WORK ORDER:
Looking at the entries below, state how many lines contain the word "center". Give the number alone.

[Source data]
# # # # # # #
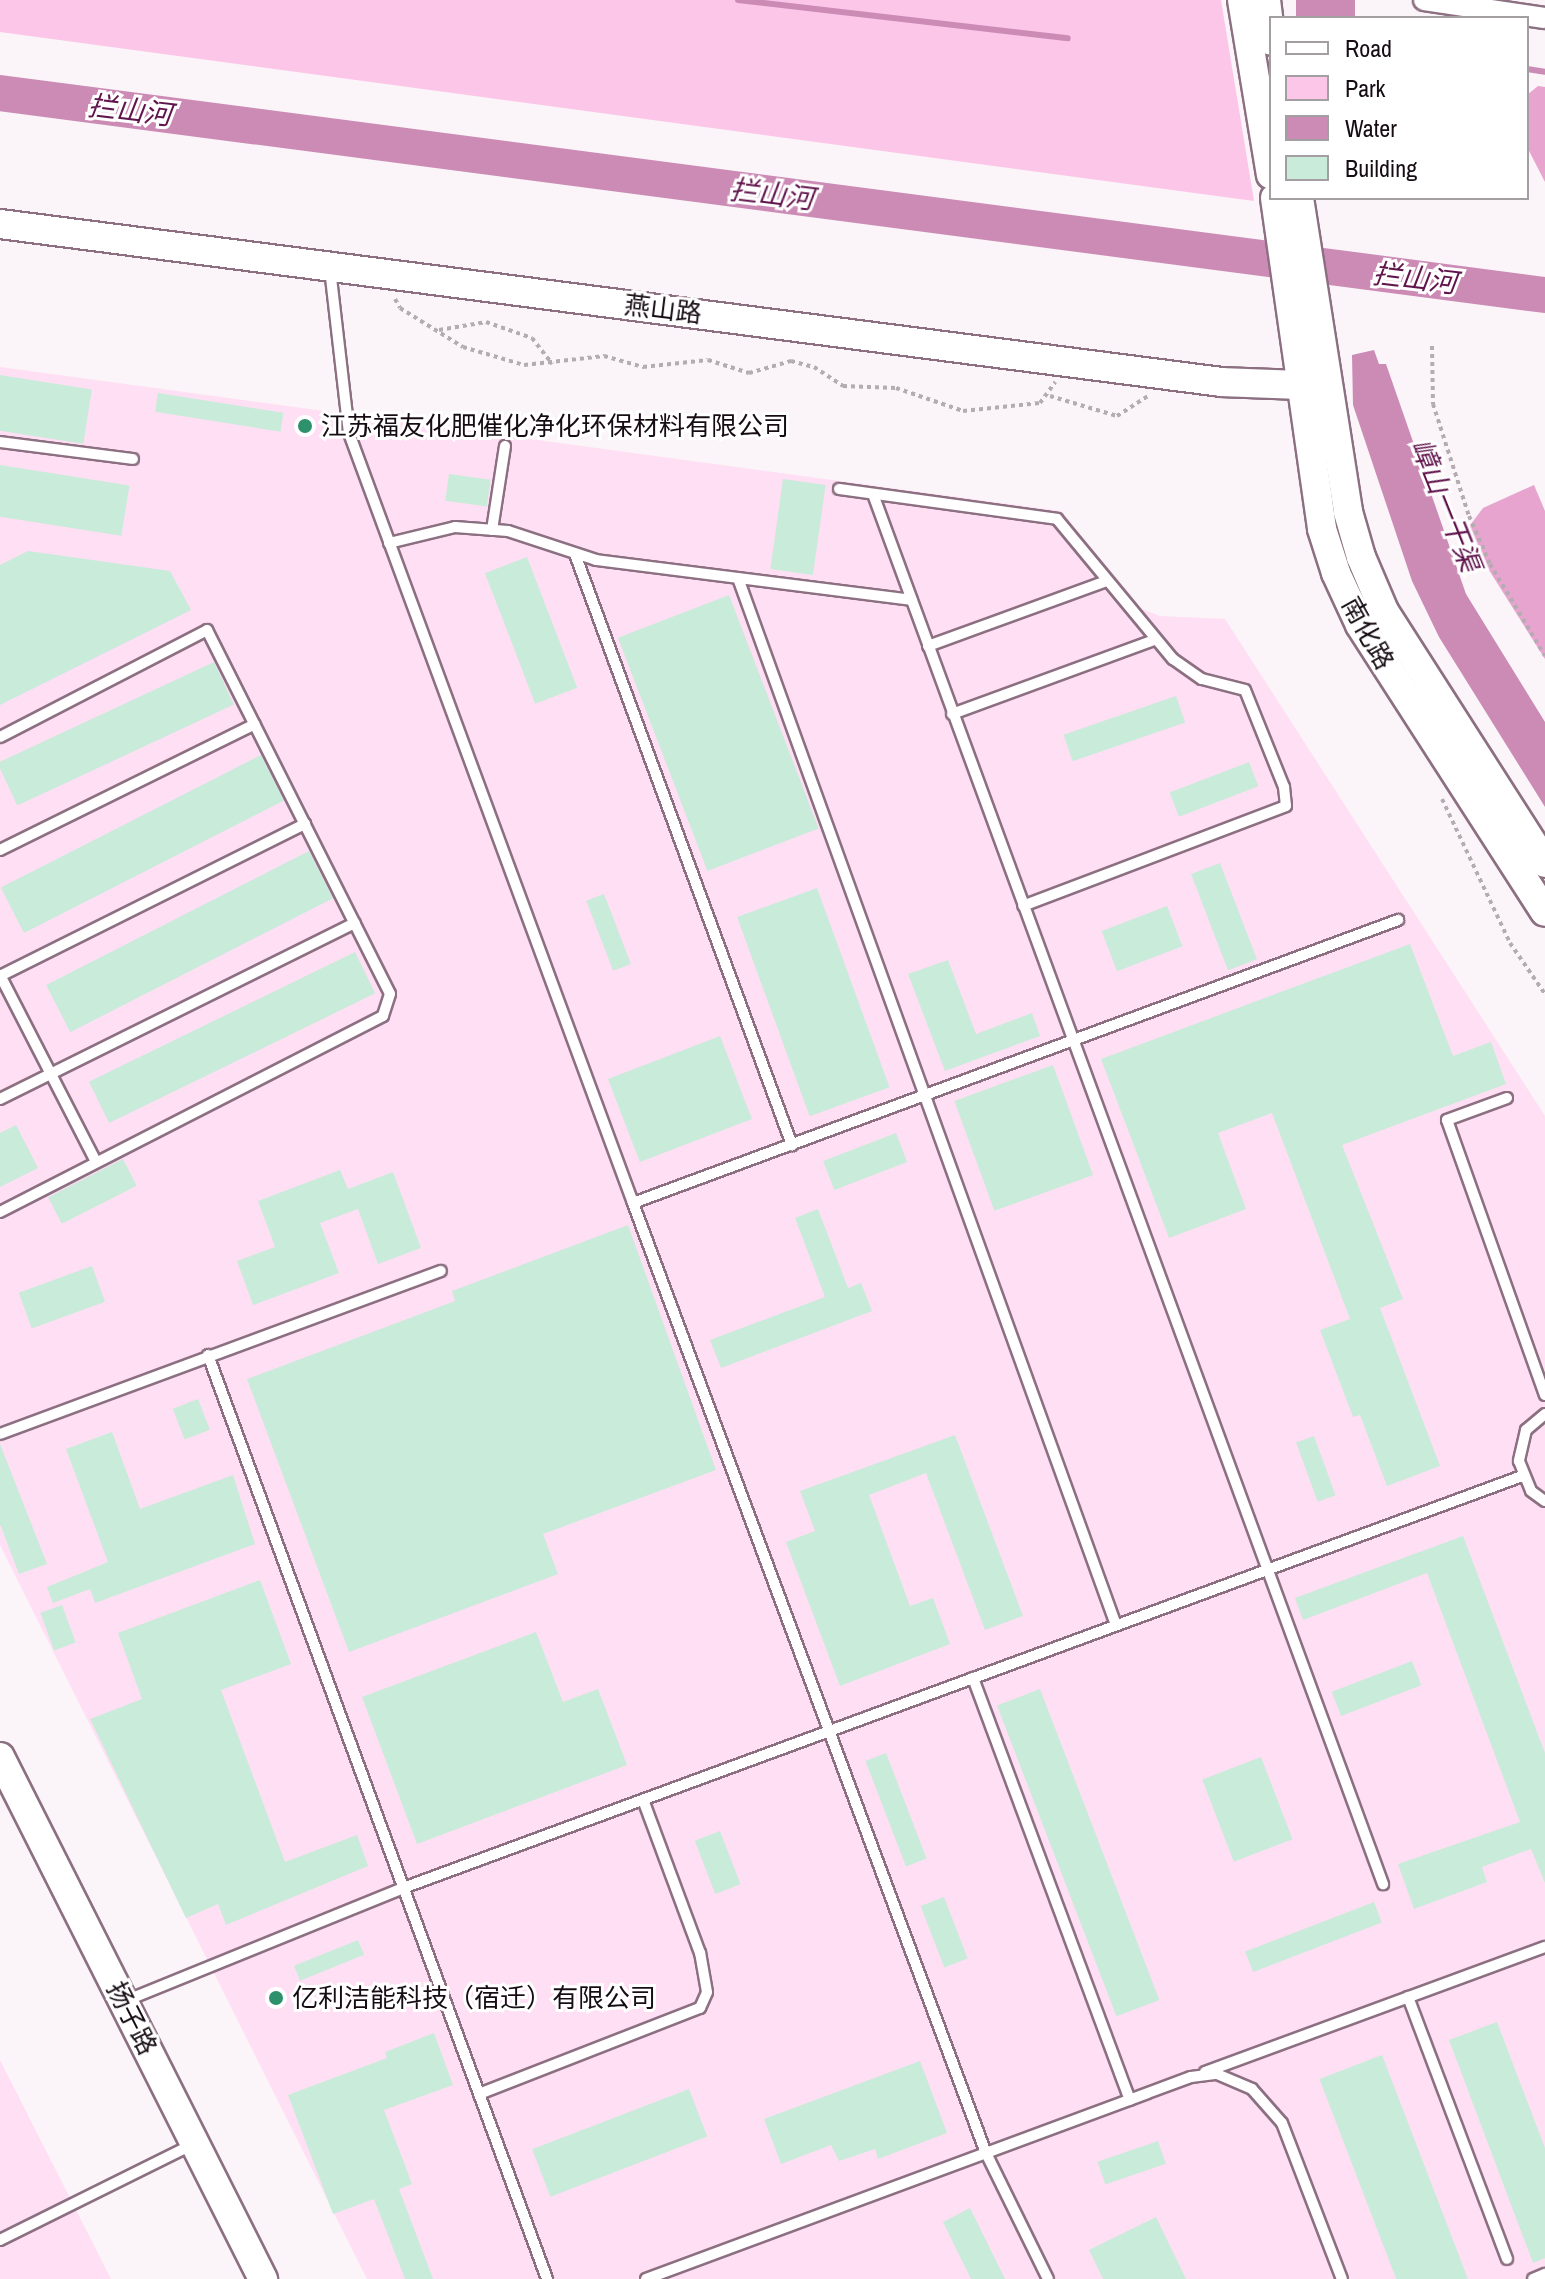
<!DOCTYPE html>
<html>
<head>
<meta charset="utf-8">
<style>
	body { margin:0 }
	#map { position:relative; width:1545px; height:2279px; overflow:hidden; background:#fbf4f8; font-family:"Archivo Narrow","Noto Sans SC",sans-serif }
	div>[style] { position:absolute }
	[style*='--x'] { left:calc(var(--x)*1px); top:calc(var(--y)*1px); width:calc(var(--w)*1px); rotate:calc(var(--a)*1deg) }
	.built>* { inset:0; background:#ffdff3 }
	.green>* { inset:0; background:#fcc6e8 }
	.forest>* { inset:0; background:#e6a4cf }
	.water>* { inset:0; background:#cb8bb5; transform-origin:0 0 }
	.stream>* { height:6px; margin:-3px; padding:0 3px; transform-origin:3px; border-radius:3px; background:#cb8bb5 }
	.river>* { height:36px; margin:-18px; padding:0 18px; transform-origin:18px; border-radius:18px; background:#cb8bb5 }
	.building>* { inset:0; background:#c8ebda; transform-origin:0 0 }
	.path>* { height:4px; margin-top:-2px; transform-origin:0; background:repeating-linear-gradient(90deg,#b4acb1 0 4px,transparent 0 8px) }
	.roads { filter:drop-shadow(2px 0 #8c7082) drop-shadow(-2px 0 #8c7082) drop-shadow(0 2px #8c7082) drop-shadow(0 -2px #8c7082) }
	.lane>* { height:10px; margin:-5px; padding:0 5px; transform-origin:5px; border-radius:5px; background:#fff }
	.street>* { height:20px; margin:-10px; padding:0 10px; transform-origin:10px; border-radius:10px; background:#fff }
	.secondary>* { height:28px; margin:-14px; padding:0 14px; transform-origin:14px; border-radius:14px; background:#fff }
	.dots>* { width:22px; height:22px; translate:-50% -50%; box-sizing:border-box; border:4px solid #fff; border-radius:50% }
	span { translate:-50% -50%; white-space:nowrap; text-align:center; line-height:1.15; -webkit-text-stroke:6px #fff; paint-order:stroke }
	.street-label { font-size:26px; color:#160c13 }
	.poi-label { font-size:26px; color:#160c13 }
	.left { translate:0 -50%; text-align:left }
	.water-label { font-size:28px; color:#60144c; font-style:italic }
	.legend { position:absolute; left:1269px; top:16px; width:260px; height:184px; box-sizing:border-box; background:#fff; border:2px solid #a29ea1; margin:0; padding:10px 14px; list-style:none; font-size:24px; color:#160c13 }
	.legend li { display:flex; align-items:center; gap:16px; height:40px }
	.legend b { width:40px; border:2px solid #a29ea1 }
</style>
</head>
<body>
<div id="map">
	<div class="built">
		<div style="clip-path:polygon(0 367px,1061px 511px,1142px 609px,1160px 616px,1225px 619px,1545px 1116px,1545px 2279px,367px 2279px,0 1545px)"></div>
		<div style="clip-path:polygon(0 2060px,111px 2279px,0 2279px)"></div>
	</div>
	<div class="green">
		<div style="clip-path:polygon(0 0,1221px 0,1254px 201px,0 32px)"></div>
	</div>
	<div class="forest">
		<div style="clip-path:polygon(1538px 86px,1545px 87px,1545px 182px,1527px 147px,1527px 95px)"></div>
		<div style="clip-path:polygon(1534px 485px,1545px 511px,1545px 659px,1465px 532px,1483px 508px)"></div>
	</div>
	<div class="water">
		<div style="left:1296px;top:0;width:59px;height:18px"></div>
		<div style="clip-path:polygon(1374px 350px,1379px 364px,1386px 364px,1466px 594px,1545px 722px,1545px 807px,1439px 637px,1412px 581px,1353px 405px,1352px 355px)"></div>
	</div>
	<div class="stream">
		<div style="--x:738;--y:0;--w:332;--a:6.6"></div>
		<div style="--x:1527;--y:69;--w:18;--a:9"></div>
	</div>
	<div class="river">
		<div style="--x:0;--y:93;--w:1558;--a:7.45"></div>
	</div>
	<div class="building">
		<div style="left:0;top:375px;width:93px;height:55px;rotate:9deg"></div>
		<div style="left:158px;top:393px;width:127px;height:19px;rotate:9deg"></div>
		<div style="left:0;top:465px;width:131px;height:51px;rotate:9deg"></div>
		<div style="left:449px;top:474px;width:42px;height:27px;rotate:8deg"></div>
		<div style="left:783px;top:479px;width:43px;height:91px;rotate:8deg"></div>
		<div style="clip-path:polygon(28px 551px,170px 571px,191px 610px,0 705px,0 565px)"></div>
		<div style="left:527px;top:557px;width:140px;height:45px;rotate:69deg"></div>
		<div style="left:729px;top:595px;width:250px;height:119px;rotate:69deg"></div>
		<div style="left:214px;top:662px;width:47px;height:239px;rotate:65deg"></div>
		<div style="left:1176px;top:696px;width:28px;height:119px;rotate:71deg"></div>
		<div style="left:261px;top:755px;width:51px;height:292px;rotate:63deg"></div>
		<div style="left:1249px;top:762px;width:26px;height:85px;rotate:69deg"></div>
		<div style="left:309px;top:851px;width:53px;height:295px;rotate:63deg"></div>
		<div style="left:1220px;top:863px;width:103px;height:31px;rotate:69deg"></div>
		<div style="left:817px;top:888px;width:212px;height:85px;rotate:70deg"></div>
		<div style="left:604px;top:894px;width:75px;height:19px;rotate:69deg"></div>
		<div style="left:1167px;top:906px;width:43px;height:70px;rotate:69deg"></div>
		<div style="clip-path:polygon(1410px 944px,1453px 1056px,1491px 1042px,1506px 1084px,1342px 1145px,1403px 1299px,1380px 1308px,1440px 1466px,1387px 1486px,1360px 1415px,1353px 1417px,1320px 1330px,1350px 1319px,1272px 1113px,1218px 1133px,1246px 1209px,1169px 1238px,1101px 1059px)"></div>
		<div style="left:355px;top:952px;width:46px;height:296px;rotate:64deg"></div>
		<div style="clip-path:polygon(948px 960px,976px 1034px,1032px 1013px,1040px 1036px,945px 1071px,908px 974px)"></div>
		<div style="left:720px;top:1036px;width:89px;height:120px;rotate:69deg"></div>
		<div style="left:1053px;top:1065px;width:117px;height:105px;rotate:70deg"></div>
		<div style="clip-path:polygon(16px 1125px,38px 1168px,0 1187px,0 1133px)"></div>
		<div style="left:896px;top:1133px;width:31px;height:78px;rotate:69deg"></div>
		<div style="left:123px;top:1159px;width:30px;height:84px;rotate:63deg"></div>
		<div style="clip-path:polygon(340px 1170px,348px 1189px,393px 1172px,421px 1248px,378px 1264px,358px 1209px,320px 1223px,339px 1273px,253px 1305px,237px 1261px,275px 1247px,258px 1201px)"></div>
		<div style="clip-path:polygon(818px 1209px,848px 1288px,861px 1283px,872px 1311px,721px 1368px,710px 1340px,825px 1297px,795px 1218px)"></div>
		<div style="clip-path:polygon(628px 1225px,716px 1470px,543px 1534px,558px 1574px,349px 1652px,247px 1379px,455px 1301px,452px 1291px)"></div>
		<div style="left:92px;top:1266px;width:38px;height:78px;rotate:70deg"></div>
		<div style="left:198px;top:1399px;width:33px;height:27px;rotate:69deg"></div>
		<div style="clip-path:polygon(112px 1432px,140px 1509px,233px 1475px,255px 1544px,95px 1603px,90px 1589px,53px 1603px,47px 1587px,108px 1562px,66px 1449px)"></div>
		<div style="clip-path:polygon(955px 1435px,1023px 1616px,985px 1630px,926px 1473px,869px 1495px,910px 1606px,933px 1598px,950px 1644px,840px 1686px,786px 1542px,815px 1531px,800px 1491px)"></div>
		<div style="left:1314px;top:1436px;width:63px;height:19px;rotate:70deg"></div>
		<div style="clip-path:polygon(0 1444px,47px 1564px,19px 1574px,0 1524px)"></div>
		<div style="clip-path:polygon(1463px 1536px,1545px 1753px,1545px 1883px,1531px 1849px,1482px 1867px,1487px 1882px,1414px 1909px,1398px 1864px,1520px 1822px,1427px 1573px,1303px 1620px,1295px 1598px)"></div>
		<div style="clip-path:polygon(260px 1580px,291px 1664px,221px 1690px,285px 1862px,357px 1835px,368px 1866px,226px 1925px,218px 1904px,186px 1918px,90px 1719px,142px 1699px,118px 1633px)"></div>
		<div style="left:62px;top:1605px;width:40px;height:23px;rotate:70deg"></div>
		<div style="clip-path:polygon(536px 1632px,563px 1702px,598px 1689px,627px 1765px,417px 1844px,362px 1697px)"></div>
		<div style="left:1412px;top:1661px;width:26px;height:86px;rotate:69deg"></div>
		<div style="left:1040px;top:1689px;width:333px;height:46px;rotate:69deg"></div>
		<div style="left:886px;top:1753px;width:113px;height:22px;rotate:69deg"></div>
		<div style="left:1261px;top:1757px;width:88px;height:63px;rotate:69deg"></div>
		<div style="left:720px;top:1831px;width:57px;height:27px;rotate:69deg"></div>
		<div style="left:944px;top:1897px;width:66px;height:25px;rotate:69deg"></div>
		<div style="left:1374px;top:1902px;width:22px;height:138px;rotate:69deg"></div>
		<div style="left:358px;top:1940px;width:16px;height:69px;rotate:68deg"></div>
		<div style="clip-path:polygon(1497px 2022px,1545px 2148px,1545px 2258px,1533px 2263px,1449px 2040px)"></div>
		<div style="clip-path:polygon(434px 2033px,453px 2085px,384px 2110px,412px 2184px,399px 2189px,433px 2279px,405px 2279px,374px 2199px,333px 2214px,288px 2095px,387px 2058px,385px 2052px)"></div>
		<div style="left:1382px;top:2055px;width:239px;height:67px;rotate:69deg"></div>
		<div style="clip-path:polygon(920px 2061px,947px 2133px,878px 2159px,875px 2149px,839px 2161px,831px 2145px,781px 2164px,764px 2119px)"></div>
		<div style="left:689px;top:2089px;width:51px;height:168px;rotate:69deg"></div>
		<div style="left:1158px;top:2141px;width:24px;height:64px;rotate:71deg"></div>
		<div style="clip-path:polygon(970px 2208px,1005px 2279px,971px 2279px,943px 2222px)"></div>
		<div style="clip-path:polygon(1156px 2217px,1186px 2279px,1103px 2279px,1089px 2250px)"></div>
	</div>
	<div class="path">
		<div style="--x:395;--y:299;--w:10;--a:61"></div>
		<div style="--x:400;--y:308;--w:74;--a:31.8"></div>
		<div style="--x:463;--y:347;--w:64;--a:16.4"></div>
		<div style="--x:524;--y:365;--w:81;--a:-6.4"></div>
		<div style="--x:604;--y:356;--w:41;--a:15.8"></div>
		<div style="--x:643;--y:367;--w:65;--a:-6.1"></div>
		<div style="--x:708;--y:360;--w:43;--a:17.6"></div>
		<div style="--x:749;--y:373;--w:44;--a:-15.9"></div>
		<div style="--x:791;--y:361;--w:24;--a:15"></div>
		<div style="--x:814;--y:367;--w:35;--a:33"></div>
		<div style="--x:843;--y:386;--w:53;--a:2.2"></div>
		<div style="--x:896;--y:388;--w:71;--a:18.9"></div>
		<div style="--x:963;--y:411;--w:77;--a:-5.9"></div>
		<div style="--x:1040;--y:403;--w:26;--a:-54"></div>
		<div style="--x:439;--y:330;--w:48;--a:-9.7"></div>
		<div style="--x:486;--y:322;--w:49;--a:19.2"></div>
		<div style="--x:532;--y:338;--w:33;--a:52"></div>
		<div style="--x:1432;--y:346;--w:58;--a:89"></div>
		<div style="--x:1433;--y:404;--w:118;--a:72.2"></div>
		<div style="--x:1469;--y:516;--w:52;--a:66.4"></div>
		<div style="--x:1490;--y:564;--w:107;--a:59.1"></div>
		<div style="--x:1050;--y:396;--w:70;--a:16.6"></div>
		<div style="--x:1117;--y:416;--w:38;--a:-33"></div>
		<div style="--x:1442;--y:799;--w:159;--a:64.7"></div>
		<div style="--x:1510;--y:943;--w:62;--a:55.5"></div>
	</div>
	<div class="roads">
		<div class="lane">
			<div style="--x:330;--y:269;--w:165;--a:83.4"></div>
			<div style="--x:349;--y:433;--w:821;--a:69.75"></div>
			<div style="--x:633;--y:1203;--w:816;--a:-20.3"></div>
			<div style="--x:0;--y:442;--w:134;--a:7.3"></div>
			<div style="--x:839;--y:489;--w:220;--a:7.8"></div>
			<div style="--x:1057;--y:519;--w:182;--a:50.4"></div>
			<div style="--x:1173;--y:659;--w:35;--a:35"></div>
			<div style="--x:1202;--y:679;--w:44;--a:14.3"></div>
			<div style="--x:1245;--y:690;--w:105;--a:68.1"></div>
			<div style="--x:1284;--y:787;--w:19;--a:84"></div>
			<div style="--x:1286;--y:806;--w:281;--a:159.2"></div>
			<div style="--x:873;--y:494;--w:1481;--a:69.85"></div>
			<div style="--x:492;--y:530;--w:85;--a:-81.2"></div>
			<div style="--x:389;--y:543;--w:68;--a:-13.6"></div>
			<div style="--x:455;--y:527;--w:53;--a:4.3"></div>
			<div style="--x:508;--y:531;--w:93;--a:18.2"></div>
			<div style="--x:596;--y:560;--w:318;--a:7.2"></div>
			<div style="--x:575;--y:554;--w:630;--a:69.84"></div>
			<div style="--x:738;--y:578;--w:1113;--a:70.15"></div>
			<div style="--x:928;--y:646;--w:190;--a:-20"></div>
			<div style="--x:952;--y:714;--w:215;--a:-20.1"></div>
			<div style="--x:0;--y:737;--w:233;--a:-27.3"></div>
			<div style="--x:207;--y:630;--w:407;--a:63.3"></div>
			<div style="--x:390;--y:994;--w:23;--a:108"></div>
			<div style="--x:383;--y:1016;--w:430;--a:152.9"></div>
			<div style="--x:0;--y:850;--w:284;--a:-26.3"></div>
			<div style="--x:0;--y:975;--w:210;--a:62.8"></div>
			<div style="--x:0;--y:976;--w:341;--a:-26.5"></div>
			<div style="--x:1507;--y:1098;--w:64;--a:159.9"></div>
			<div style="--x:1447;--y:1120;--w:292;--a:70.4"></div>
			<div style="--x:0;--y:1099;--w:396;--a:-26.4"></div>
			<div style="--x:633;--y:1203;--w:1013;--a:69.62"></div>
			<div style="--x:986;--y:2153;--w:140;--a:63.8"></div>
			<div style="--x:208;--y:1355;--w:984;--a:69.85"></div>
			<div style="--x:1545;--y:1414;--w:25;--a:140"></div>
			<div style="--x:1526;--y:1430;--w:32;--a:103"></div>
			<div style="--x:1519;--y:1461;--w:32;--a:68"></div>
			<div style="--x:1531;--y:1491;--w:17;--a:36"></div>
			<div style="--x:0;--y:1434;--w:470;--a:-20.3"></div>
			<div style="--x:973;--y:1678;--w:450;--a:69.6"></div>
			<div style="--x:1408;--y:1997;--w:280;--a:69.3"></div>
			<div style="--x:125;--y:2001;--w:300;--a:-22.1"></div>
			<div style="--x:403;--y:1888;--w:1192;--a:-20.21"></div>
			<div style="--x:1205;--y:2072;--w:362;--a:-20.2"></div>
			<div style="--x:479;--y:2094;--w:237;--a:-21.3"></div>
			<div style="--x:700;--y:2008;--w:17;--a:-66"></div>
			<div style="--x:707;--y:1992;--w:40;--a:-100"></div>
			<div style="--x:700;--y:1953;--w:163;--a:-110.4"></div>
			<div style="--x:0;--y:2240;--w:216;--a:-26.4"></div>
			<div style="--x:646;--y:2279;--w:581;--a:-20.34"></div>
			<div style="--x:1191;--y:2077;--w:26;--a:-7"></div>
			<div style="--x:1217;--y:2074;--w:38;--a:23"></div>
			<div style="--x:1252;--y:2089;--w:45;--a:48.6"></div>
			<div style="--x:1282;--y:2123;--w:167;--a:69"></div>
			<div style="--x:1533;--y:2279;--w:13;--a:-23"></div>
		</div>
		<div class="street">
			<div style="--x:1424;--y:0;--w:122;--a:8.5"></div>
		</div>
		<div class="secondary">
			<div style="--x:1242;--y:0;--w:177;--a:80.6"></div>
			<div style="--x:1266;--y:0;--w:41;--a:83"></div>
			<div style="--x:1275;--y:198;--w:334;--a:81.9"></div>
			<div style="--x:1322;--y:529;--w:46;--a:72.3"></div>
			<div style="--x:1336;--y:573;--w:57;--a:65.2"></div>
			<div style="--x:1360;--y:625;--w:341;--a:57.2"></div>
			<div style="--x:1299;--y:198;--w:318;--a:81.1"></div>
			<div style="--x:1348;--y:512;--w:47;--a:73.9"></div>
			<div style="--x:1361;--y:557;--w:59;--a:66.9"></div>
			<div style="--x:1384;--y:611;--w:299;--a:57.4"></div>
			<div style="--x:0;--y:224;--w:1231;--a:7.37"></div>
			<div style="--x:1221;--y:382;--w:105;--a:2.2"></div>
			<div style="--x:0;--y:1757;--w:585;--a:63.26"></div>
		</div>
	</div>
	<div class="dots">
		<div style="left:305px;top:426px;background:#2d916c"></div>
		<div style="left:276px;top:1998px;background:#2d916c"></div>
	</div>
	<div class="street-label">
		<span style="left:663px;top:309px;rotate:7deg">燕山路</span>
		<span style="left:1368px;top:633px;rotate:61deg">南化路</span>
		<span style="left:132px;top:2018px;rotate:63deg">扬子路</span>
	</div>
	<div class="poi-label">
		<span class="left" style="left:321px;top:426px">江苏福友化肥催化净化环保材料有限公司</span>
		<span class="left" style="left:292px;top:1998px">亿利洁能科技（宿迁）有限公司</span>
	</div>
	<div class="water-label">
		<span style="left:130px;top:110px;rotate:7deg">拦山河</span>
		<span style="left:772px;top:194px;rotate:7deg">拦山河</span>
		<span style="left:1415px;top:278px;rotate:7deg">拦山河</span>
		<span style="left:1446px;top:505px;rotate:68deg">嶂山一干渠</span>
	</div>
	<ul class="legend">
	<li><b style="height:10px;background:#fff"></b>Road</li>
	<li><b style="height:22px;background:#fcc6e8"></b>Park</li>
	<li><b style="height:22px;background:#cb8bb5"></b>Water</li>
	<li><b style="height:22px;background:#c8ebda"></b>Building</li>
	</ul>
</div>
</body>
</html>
# # # # # # #
FINAL ANSWER:
2